Ududtoto – Kemampuan chatbot berbasis LLM (Large Language Model) terus mengalami peningkatan yang signifikan setiap bulannya. Namun, seiring dengan perbaikan tersebut, muncul pertanyaan apakah pengalaman pengguna juga meningkat sebanding dengan skor yang dihasilkan oleh berbagai standar pengukuran seperti MMLU dan HumanEval. Mengingat masa depan kolaborasi manusia dan AI, metode pengukuran saat ini dinilai belum memadai karena hanya mempertimbangkan pengukuran secara non-interaktif.

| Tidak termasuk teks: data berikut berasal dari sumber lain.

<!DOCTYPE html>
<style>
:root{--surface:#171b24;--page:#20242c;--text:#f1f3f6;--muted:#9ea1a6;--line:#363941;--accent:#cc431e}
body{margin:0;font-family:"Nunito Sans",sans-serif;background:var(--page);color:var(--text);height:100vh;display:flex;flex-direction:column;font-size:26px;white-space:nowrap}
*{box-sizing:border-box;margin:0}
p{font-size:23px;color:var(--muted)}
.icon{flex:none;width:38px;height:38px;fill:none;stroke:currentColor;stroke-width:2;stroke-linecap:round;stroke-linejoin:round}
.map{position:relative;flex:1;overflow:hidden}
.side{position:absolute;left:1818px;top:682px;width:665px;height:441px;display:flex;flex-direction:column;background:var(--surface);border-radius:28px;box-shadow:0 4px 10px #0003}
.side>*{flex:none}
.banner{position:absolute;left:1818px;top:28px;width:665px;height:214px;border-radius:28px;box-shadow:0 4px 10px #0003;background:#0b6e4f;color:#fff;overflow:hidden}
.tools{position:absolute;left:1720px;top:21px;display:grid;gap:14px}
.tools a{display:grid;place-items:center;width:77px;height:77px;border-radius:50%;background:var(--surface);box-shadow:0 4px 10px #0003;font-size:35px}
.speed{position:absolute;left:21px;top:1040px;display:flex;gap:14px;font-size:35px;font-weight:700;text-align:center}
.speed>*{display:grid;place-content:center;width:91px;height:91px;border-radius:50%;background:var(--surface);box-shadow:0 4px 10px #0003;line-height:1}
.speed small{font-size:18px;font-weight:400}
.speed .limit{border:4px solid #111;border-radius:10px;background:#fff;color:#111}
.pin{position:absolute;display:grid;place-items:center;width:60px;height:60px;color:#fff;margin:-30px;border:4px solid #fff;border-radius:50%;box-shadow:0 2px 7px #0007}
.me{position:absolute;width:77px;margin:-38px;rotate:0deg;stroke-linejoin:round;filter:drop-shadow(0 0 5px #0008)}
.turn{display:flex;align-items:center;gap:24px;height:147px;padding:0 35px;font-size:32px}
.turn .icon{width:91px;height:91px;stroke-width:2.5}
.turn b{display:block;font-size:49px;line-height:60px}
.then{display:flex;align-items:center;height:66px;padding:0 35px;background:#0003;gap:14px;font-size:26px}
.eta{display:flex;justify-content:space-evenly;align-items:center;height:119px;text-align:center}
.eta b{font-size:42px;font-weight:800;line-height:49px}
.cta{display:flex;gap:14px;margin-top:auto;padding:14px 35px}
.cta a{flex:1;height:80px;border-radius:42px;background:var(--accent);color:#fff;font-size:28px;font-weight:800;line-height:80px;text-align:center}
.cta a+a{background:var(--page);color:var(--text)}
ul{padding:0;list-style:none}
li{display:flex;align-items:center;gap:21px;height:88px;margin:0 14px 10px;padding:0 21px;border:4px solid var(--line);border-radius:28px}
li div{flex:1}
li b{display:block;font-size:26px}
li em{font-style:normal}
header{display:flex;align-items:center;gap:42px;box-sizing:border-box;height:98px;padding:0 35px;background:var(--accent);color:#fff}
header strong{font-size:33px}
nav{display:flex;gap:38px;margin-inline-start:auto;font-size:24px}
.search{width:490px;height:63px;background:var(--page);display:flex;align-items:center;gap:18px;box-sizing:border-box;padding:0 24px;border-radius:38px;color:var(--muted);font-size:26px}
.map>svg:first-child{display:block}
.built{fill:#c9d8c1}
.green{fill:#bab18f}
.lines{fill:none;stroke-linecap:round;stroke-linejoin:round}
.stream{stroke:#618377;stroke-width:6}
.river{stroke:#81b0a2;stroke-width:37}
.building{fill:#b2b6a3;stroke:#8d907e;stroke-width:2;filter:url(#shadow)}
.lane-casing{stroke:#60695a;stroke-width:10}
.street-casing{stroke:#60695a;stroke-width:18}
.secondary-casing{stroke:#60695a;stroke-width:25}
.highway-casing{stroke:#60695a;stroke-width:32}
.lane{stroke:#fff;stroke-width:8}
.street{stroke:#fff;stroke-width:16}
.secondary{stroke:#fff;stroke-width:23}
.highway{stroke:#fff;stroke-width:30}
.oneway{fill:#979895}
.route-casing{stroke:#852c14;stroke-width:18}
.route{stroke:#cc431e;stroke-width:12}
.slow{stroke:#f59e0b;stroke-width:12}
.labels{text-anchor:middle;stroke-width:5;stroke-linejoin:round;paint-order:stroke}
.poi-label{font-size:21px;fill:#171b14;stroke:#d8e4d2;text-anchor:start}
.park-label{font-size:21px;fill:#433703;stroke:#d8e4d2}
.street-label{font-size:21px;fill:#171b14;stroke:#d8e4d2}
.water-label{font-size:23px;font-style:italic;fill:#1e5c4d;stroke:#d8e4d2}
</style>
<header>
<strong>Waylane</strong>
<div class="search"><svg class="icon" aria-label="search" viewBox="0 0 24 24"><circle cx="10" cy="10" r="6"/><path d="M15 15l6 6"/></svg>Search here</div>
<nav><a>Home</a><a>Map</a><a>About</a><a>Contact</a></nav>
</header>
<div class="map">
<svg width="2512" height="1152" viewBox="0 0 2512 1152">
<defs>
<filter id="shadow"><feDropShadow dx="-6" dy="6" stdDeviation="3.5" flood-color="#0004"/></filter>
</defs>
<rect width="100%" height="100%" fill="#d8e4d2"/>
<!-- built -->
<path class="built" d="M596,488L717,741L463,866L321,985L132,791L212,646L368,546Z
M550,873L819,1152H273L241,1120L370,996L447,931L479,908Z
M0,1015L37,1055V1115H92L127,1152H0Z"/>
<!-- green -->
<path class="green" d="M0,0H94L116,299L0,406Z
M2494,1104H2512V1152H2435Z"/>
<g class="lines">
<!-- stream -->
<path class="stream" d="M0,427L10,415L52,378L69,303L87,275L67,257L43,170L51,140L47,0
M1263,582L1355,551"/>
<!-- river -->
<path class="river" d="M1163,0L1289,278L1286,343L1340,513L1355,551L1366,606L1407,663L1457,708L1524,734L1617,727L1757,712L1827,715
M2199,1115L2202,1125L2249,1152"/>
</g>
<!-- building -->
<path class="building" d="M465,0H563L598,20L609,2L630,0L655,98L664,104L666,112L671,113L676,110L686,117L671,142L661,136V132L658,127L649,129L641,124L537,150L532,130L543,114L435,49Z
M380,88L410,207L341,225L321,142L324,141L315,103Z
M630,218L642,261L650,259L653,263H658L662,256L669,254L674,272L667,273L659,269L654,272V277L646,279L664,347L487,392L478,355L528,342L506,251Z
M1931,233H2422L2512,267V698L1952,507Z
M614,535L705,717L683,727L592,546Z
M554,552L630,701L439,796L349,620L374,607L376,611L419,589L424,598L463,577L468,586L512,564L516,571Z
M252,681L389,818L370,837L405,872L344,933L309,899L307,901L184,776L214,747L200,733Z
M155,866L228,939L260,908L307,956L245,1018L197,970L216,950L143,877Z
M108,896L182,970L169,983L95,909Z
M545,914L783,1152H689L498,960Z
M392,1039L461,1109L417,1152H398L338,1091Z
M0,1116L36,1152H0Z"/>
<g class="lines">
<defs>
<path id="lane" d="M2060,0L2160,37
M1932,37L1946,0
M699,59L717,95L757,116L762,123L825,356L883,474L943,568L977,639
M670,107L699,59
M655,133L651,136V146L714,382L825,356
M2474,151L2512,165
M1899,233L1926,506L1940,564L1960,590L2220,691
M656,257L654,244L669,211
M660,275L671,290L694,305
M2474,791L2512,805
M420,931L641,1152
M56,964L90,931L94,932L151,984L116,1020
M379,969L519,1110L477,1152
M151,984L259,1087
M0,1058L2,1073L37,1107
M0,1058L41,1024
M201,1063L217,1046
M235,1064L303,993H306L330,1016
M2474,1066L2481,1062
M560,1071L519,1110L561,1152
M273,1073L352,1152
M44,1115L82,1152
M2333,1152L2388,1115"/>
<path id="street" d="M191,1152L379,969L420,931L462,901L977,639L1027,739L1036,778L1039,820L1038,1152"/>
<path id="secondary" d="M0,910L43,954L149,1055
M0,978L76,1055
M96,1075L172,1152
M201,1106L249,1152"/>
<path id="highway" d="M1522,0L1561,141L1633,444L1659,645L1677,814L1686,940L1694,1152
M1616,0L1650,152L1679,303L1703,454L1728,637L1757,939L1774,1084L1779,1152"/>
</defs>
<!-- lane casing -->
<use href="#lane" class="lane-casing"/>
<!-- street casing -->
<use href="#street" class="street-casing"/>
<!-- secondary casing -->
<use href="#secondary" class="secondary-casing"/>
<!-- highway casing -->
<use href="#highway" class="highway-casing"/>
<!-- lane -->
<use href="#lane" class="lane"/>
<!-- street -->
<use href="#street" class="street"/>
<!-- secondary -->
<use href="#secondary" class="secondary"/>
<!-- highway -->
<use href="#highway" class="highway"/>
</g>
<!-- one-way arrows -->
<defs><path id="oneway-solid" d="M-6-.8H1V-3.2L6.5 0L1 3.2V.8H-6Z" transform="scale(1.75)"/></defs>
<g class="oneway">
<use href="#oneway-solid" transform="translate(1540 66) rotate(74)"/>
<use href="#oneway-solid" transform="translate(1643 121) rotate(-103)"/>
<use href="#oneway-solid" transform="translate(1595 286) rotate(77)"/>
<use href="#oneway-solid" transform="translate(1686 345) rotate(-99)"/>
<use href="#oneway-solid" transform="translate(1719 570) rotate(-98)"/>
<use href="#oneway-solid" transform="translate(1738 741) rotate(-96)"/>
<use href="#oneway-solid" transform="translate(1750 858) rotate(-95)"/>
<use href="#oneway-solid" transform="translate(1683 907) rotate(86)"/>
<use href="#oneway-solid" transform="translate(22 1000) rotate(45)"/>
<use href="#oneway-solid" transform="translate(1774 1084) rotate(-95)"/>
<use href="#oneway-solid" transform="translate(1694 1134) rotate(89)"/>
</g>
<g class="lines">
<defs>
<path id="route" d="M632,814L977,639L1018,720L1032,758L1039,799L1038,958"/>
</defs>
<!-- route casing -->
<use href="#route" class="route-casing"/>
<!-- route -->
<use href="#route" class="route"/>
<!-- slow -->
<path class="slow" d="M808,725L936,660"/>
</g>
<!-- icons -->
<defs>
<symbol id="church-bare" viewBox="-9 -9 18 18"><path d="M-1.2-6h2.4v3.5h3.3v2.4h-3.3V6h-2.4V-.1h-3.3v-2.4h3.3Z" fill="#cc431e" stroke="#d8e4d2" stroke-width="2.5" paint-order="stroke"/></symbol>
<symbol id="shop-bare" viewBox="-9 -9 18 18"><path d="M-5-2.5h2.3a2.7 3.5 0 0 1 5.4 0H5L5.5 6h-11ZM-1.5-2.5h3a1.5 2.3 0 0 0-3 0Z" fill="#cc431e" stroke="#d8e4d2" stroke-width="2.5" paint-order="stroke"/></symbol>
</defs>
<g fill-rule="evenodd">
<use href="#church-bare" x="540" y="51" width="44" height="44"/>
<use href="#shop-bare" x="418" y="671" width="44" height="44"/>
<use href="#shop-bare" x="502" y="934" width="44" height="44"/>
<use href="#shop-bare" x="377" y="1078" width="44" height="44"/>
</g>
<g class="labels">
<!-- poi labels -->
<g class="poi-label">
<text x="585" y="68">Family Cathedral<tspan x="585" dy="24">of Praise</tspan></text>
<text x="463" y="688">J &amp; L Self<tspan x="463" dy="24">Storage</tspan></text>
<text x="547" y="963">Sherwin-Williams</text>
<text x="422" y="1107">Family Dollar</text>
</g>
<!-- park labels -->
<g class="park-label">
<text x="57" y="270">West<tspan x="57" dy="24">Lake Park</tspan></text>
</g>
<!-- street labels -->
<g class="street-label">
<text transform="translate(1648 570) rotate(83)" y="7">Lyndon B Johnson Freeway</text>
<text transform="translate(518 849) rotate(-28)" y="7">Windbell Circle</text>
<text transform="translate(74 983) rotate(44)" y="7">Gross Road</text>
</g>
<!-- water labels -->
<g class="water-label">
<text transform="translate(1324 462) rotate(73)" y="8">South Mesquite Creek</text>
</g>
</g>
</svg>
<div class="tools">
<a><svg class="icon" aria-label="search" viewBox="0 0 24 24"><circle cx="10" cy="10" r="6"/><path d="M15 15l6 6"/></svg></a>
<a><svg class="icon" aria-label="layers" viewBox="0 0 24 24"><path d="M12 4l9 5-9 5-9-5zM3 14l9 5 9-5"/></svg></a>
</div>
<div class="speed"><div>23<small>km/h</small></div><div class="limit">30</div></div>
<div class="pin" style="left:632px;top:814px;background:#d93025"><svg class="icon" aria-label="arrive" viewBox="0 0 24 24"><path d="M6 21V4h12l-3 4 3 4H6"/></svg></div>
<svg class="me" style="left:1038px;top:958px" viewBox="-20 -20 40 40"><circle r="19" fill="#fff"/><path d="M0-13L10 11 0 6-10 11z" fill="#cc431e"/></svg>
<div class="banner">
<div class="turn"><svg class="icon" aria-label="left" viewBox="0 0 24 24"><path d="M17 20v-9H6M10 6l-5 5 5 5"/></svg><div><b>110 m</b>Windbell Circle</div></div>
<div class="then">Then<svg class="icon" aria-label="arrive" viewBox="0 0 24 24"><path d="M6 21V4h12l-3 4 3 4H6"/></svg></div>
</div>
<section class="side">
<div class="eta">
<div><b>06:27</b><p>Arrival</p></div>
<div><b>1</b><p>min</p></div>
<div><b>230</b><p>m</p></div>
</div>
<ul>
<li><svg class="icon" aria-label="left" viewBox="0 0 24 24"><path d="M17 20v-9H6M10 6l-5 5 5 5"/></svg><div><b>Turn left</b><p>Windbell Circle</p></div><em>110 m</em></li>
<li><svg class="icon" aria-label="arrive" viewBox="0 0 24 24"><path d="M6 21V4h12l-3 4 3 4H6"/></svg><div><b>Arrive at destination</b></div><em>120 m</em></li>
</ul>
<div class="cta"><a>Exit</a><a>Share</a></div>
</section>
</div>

Dialog yang terarah sangat penting dalam komunikasi antara pengguna dan chatbot. Dialog ini mencakup percakapan yang bertujuan untuk mencapai suatu maksud, seperti merencanakan perjalanan atau memberikan layanan pelanggan. Dalam proses ini, interaksi yang lebih kompleks dan berulang dinilai dapat menghasilkan informasi yang lebih relevan dan tepat sasaran dibandingkan pertukaran informasi satu arah.
Contoh aplikasi praktisnya adalah saat chatbot membantu pengguna dalam perencanaan perjalanan. Proses dialog yang berlangsung dapat mengurangi kesalahan dan meningkatkan efektivitas interaksi. Penelitian menunjukkan bahwa pendekatan dialog ini dapat membantu dalam mengurangi cacat pada kode dan meningkatkan efisiensi dalam pengembangan perangkat lunak, di mana interaksi berulang dengan insinyur perangkat lunak diperlukan untuk memastikan pemahaman yang tepat terhadap kebutuhan pengguna.
Terlebih lagi, metode baru yang mengintegrasikan tindakan dialog dapat memperluas kemampuan chatbot dalam mencapai tujuan tertentu. Pendekatan ini diharapkan dapat memfasilitasi interaksi yang lebih bermakna dan produktif dalam jangka panjang, memberikan solusi lebih baik bagi pengguna. Dengan demikian, peningkatan dialog yang terarah tidak hanya menjadi tantangan bagi para peneliti, tetapi juga sebuah kesempatan untuk menciptakan chatbot yang lebih berguna dalam kehidupan sehari-hari.